Oldstyle
Platinum Member
- Jul 19, 2011
- 31,206
- 4,935
And my customer base is NOT minimum wage earners, Dubya! People making minimum wage cannot afford to dine out in nice restaurants. When you're on a limited budget you buy inexpensive foods and you cook at home.
Your restaurant can't be that fine if you pay $7 instead of $7.25 for a dishwasher. You still haven't shown how much an increase in minimum wage changes the overall increase in the cost of you doing business. I would guess a minimum wage increase to $9 per hours might add 2% to your cost of doing business, so that $20 steak will now cost $20.40. Big fucking deal!

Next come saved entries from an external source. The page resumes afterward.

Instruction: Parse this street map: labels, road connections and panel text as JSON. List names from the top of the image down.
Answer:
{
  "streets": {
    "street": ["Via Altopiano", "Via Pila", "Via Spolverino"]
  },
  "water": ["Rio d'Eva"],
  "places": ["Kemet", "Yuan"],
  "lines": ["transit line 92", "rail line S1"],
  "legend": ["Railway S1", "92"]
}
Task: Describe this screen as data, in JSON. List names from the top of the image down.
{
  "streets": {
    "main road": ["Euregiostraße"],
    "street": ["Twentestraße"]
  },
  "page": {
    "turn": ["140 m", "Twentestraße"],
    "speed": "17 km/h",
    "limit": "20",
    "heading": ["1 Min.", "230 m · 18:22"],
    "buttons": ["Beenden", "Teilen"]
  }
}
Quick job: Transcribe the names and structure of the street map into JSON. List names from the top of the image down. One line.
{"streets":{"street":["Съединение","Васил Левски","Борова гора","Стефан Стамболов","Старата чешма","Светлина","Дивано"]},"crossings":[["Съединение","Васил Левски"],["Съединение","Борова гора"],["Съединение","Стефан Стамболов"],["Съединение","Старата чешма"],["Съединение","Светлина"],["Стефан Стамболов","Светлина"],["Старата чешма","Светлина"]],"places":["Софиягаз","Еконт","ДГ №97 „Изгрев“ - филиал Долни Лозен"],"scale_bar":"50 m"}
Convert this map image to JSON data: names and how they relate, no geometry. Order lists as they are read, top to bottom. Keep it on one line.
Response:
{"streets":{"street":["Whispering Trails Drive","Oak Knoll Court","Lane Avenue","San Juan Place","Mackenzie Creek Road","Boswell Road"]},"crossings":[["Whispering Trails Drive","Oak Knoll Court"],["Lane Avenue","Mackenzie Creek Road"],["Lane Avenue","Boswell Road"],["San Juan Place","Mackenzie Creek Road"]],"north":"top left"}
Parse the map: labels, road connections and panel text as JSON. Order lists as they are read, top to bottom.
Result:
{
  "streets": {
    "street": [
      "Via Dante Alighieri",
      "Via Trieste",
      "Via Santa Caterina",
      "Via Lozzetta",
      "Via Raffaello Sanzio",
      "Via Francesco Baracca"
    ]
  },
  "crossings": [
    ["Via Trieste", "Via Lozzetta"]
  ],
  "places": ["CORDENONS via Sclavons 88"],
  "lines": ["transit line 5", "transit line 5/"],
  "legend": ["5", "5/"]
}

You're just cheap and one way in your economic views. We don't build an economic system around your restaurant business.
My labor costs run about 35% because we are a fine dining restaurant. The general rule of thumb is that your prime costs (food cost & labor cost) should add up to somewhere in the 60 to 65% range in order to be profitable. If you have 10 employees being paid minimum wage (which is about what we do have) an increase of $1 an hour would mean an increase to our annual labor cost of approximately $20,000...and an increase of the magnitude that you are suggesting, $2 an hour, would cost me around $40,000 per year. That ISN'T small money. It's a lot of money in an industry where the typical profit margin for a fine dining restaurant is in the 4% range.
Do yourself a favor, Dubya...don't try to tell others how THEIR businesses should run when you REALLY don't understand the first thing about the industry that they are in!